同委員会のウルズラ・フォン・デア・ライエン委員長は、ロシアとは「今まで通りというわけにはいかない」として、ビザ円滑化を停止するべきだとツイートした。
ビザ発給をめぐっては、EU加盟国の外相らが8月31日、円滑化措置を停止することで原則合意していた。
ウクライナや一部の加盟国はビザ発給の全面禁止を訴えたが、フランスやドイツはこれに反対。全面禁止には至らなかったため、譲歩案と目されていた。
ロシアの隣国は国境管理を強化
ロシアと国境を接するEU加盟国の中には、すでに国境管理の強化を始めている国もある。
ロシアのドミトリー・ペスコフ大統領報道官は先週、EUの決定でロシア人旅行者は面倒を被ることになると認めた。そして、この提案は「今は数々のばかげた事態が続いているが、これもまたそうしたくだらない決定の一つだ」とした。

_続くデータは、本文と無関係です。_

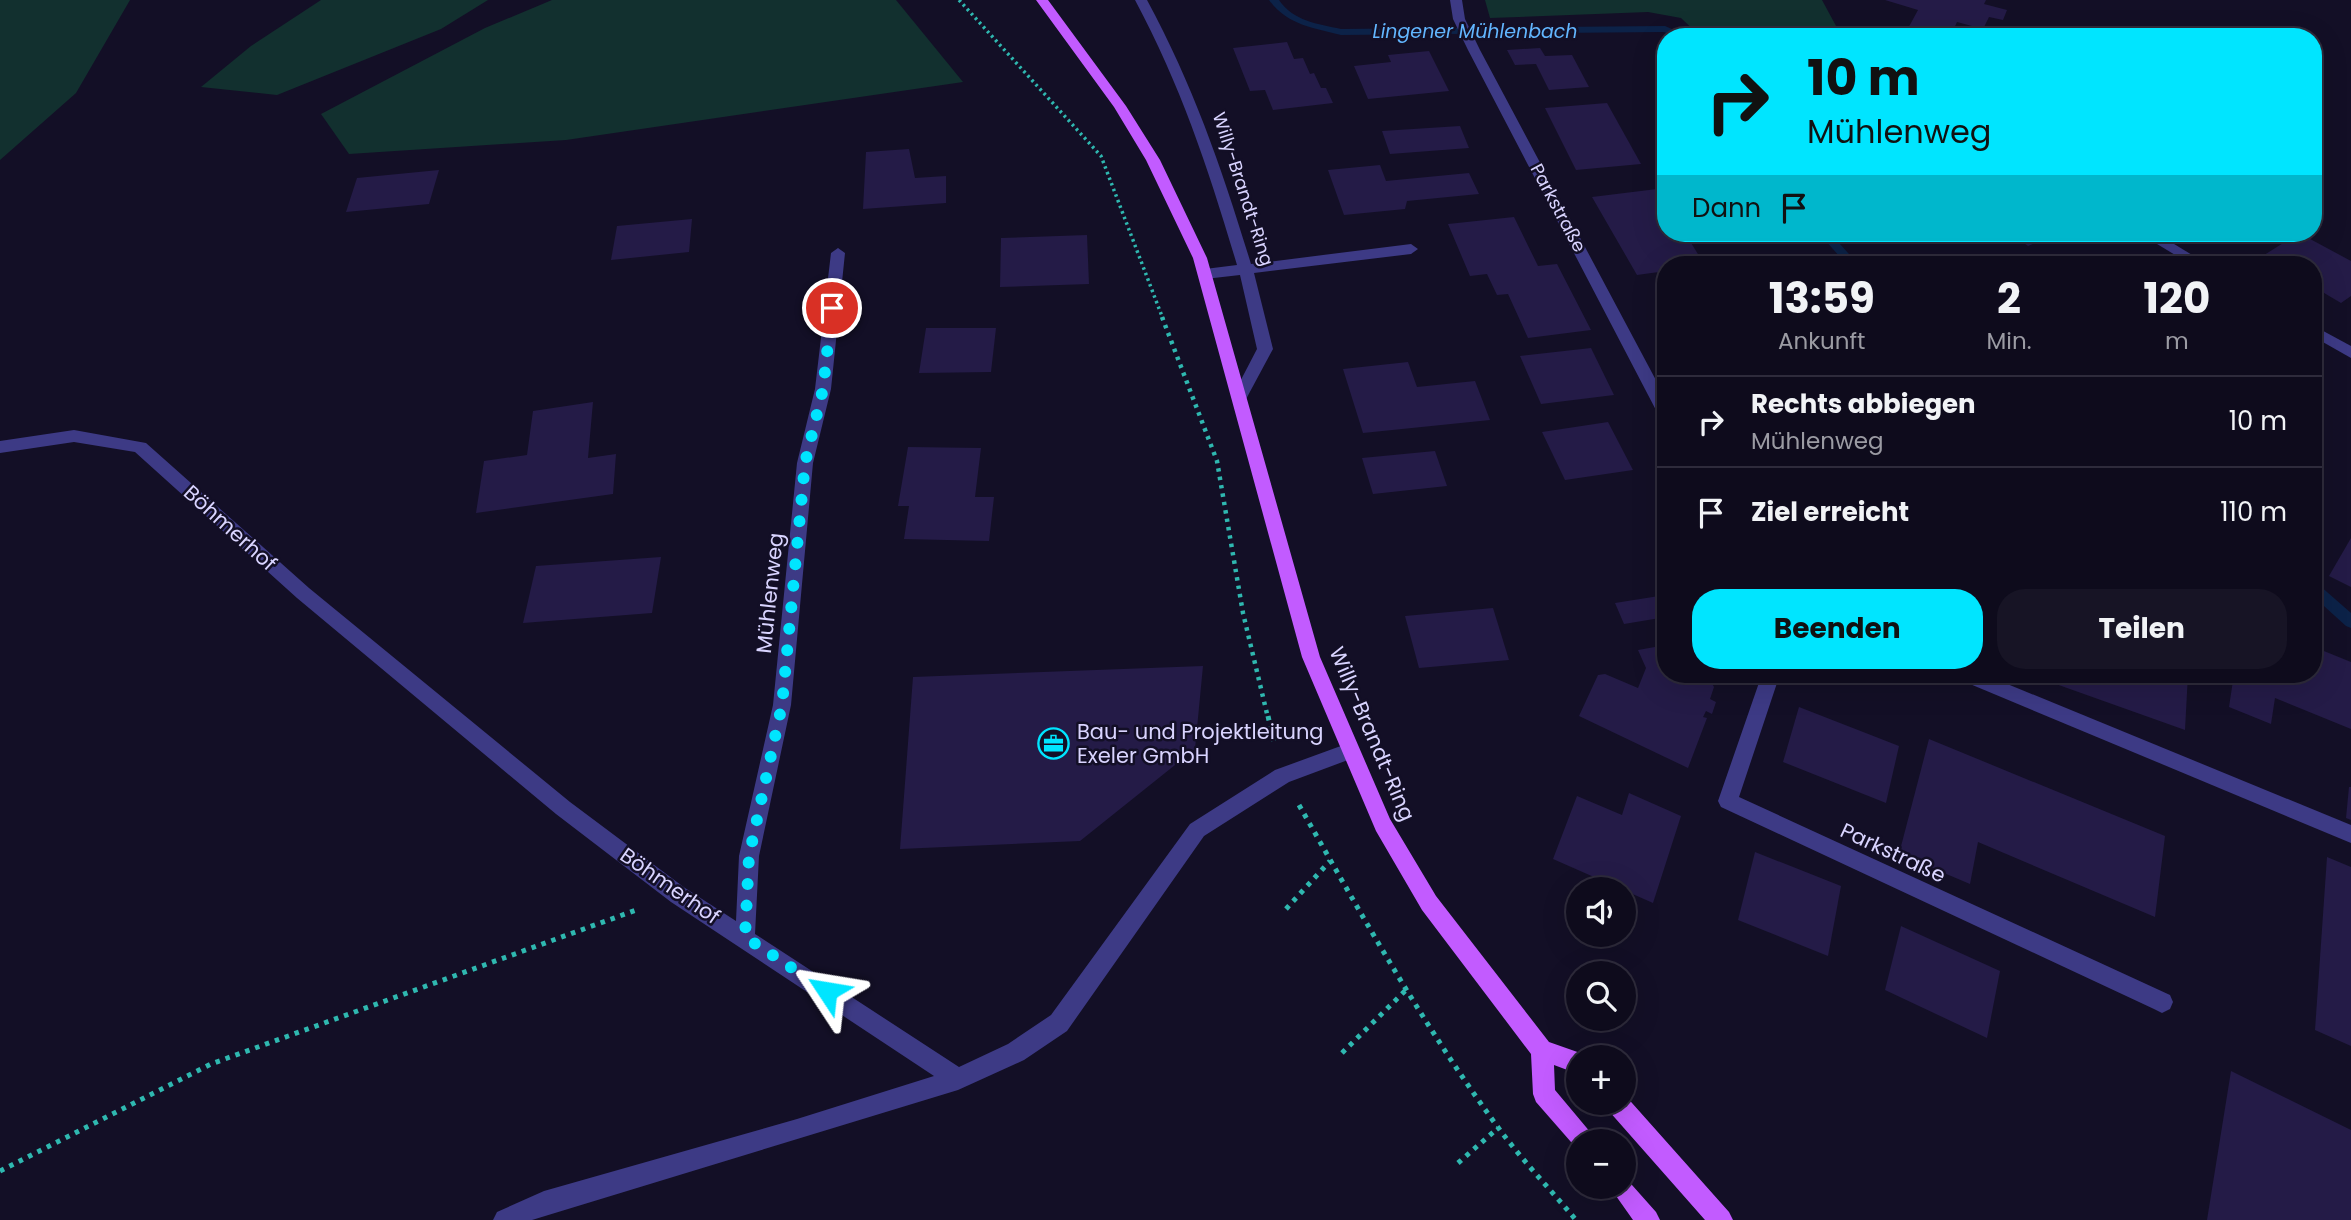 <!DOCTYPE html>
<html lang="de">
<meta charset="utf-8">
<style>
body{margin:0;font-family:Poppins,sans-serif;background:#171425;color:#f1f3f6;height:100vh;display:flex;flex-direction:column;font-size:26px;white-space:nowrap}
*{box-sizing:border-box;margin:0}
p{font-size:23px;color:#9b9ba3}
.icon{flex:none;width:38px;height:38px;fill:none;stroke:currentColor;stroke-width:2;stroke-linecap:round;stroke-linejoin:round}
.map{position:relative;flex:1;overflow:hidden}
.drawer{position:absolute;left:1657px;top:256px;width:665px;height:427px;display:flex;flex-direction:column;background:#0e0b1c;border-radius:28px;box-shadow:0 7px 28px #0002,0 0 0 2px #2e2b3b}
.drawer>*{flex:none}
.top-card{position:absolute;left:1657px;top:28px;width:665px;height:214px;border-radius:28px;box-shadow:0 7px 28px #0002,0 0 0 2px #2e2b3b;background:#00e5ff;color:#111;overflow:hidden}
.buttons{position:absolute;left:1566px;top:877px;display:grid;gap:14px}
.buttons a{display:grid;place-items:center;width:70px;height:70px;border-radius:50%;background:#0e0b1c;box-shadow:0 7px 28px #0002,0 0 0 2px #2e2b3b;font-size:35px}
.pin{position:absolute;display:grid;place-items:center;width:60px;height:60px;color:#fff;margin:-30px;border:4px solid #fff;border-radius:50%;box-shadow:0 2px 7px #0007}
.me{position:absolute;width:77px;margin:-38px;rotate:303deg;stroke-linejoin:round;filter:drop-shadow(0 0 5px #0008)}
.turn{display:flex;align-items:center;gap:24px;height:147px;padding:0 35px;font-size:32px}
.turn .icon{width:91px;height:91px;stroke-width:2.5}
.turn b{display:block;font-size:49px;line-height:60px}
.then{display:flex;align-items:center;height:66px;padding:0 35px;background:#0003;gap:14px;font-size:26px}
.eta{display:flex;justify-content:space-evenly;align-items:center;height:119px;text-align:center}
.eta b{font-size:42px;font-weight:700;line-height:49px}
.button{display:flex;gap:14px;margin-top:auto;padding:14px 35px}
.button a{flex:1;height:80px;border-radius:28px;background:#00e5ff;color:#111;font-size:28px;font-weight:700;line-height:80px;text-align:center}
.button a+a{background:#171425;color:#f1f3f6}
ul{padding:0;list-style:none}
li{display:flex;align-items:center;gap:21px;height:91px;padding:0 35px;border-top:2px solid #2e2b3b}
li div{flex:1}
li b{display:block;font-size:26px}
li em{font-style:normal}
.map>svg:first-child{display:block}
</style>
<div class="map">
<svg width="2351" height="1220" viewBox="0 0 2351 1220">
<rect width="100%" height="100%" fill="#130f26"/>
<!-- green -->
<g fill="#12302f">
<polygon points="0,0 130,0 76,93 0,160"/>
<polygon points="321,0 488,0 441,29 277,95 201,87 251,46"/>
<polygon points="552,0 896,0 963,82 566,140 349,154 321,114 485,28"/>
<polygon points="1485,0 1822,0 1842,37 1701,37 1681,18 1648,12 1490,18"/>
</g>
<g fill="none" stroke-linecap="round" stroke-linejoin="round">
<!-- stream -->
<g fill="#0c2248" fill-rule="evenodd">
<path d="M1269 0H1279C1293 21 1318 24 1341 29L1665 26 1690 37H1676L1664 32 1341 35C1313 28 1287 25 1269 0Z"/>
<polygon points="1819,233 1830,233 1858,264 1846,264"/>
<polygon points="2314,583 2319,585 2351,613 2351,628 2346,626 2314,597"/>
</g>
</g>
<!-- building -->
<g fill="#241b47">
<polygon points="1885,0 1986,0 1984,4 2007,10 2003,20 1989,17 1983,29 1957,22 1950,37 1893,37 1896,32 1905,34 1918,10"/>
<polygon points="1287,42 1294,59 1303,58 1310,74 1314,73 1321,88 1326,88 1333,103 1273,110 1265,90 1250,91 1233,48"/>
<polygon points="1540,48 1545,56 1572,55 1589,87 1549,90 1536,64 1515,65 1507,50"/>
<polygon points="1429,51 1449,91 1368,99 1354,66 1391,62 1388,55"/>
<polygon points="1607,103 1641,164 1576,170 1545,108"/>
<polygon points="1460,126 1469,148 1390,154 1382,131"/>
<polygon points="909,149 915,178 946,176 946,203 863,209 866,152"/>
<polygon points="1380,165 1386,181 1469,173 1479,194 1407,201 1405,209 1344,215 1328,170"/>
<polygon points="439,170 429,204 346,212 357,178"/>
<polygon points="1657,189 1666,203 1666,233 1685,233 1704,264 1666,264 1666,271 1637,275 1592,197"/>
<polygon points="1514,217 1538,266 1557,264 1591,330 1528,338 1508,294 1497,295 1487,274 1470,276 1448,224"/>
<polygon points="692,219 689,252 611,260 617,226"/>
<polygon points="2010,233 2058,233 2028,246"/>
<polygon points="2299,233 2351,261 2351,296 2341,303 2314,287 2314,264 2274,264 2261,257"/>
<polygon points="1087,235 1089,284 1000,287 1001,238"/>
<polygon points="2066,254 2084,264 2052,264"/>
<polygon points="926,328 996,328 991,372 919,373"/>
<polygon points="1591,348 1614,395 1541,404 1520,356"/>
<polygon points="1408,362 1417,387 1475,381 1490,420 1363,433 1343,369"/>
<polygon points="593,402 588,458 616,454 613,494 476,513 484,461 527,455 533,411"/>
<polygon points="1608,422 1633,470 1565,480 1542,432"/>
<polygon points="908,447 981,448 975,497 994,497 989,541 904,539 909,506 898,506"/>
<polygon points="1435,451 1447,486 1373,494 1362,458"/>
<polygon points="2351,538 2351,587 2329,576"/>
<polygon points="661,557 652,613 523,623 536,566"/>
<polygon points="1666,572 1666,617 1624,624 1615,603 1659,596 1655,587 1665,585 1659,573"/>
<polygon points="1493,608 1509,660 1419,668 1405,616"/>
<polygon points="1666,645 1666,674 1741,674 1710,680 1714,687 1710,699 1716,702 1712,714 1706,711 1703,717 1707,718 1688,768 1579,716 1598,675 1605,674 1638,688 1646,668 1638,650"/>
<polygon points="2314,647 2351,662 2351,729 2275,698 2271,724 2229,707 2234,674 2314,674"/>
<polygon points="1203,666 1195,749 1080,841 900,849 913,677"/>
<polygon points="2028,674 2188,674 2185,730"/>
<polygon points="1799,707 1899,746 1886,803 1783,762"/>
<polygon points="1929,739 2165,836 2155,917 1978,842 1970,884 1899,854"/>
<polygon points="2349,787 2351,787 2351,820 2346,818"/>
<polygon points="1629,793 1681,816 1653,903 1553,859 1577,796 1622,815"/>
<polygon points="1755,852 1841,886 1828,956 1738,920"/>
<polygon points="2327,857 2351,867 2351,1046 2315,1030"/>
<polygon points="1901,926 2000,971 1987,1038 1885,990"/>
<polygon points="2231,1071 2351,1130 2351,1220 2207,1220"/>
</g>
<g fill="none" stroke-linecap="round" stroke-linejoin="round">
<!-- path-far2 -->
<polyline stroke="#2fb8b0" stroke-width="3.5" stroke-dasharray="2.5 3.5" stroke-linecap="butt" points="959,0 1101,156 1163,319"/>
<!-- path-far1 -->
<polyline stroke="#2fb8b0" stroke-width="4.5" stroke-dasharray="3.5 5" stroke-linecap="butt" points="1162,317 1217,461 1243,613 1268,718"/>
<!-- path -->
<g stroke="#2fb8b0" stroke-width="5" stroke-dasharray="4.5 6" stroke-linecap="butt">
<polyline points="1268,716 1274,743"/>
<path d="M1299 805C1361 914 1423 1025 1497 1126 1521 1159 1550 1189 1576 1220"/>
<polyline points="1286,909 1330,861"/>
<polyline points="1342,1053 1408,988"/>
<polyline points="1458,1163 1498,1128"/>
<polyline points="0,1171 211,1064 639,909"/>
</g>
<!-- minor -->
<g fill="#3d3a85" fill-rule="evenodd">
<path d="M1135 0H1147C1194 87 1222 169 1251 264L1411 244 1418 249 1411 254 1254 273 1273 349 1245 401 1240 403 1232 397 1257 349 1240 275 1205 279 1198 274 1205 269 1237 265C1209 171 1182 88 1135 0Z"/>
<polygon points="1450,0 1462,0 1465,19 1480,50 1666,399 1666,420 1658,414 1468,50 1453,19"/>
<polygon points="2139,233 2156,233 2207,264 2190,264"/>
<polygon points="838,248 845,253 831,389 813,463 791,705 759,856 755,934 959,1067 1008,1044 1051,1015 1190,824 1275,770 1349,743 1356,745 1358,751 1356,757 1289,782 1204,836 1067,1031 1024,1060 958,1090 532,1220 493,1220 497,1212 544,1191 797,1119 934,1076 671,902 556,814 297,598 135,452 74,442 0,453 0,441 74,430 146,443 309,588 570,802 685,888 736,921 739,856 773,705 797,463 815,389 831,253"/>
<polygon points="2314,326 2351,346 2351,358 2314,337"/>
<polygon points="1762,674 1780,674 1739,797 2170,995 2173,1002 2170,1009 2162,1013 2154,1009 1721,807 1718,801"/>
<polygon points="1955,674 1983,674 2351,825 2351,843 1958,679"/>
</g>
<!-- major -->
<g fill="#c25bff" fill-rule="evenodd">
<polygon points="1036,0 1048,0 1126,106 1160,160 1207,258 1320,657 1390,819 1436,896 1549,1042 1586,1055 1578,1057 1578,1074 1554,1065 1555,1090 1591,1133 1594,1141 1578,1141 1578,1150 1536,1102 1533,1094 1531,1054 1422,910 1376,831 1302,657 1193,258 1146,160 1114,107"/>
<polygon points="1624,1094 1729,1212 1733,1220 1705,1220 1608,1110 1605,1102 1624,1102"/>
<polygon points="1624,1176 1656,1212 1660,1220 1633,1220 1609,1186 1624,1186"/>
</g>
</g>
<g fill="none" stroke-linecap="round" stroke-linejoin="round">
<!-- route -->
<polyline stroke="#00e5ff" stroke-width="12" stroke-dasharray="0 21.6" points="827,991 745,937 749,856 782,705 805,463 823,389 832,308"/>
</g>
<!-- icons -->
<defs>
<symbol id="office-ring" viewBox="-11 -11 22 22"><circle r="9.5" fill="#130f26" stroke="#00e5ff" stroke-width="1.5"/><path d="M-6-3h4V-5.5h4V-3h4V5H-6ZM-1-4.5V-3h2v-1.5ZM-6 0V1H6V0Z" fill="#00e5ff"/></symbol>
</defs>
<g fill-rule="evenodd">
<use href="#office-ring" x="1036" y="726" width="35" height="35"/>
</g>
<g text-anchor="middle" stroke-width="5" stroke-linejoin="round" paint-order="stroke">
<!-- far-street labels -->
<g font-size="18" fill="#d9d4ff" stroke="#130f26">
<text transform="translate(1243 189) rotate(72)" y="6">Willy-Brandt-Ring</text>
<text transform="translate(1558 208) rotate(62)" y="6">Parkstraße</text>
</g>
<!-- far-water labels -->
<g font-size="19" font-style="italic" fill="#62b6ff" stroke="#130f26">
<text x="1475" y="38">Lingener Mühlenbach</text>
</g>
<!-- street labels -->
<g font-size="21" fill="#d9d4ff" stroke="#130f26">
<text transform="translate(230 528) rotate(42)" y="7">Böhmerhof</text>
<text transform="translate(770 593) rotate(-84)" y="7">Mühlenweg</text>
<text transform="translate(1372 734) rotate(67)" y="7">Willy-Brandt-Ring</text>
<text transform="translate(1893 853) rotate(25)" y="7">Parkstraße</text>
<text transform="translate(670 886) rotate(35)" y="7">Böhmerhof</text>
</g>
<!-- poi labels -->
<g font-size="21" fill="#d9d4ff" stroke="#130f26" text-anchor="start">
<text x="1077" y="739">Bau- und Projektleitung<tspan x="1077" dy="24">Exeler GmbH</tspan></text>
</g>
</g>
</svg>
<div class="buttons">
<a><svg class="icon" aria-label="sound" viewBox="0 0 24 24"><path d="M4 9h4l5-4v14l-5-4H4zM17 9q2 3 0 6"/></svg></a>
<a><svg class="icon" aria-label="search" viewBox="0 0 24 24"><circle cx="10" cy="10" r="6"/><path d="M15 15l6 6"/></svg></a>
<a>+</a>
<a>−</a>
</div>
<div class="pin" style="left:832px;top:308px;background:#d93025"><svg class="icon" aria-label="arrive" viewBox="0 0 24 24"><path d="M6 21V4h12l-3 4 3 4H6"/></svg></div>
<svg class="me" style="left:827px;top:991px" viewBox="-20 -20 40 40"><path d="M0-17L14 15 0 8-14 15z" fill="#00e5ff" stroke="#fff" stroke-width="4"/></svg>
<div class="top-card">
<div class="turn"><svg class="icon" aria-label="right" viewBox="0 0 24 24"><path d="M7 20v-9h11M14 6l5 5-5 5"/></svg><div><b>10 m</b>Mühlenweg</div></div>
<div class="then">Dann<svg class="icon" aria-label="arrive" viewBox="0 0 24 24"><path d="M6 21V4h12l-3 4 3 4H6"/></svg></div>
</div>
<section class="drawer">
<div class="eta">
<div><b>13:59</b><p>Ankunft</p></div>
<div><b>2</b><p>Min.</p></div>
<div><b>120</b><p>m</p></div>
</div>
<ul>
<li><svg class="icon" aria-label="right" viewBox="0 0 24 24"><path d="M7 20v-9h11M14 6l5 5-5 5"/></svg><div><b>Rechts abbiegen</b><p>Mühlenweg</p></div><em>10 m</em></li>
<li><svg class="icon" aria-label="arrive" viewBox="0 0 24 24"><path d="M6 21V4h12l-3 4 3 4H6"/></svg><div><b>Ziel erreicht</b></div><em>110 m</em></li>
</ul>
<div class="button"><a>Beenden</a><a>Teilen</a></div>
</section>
</div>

欧州委員会の提案が実現すれば、ロシア市民への影響は次の通り。
- 手数料を35ユーロから80ユーロに引き上げ
- 申請手続きの長期化
- 定められた有効期間内に何度でも出入国できるマルチエントリー・ビザの制限
- 求められる必要書類が増える
これとは別に、欧州委員会は加盟国に対し、ウクライナのロシア占領地域で発行されたロシアのパスポートを承認しないことも提案している。
同委員会のイルヴァ・ヨハンソン委員(内務担当)は、「ロシア人がEUに容易に出入りするのは認められるべきではない。観光客としてEUへ渡航することは、人権にはあたらない」と述べた。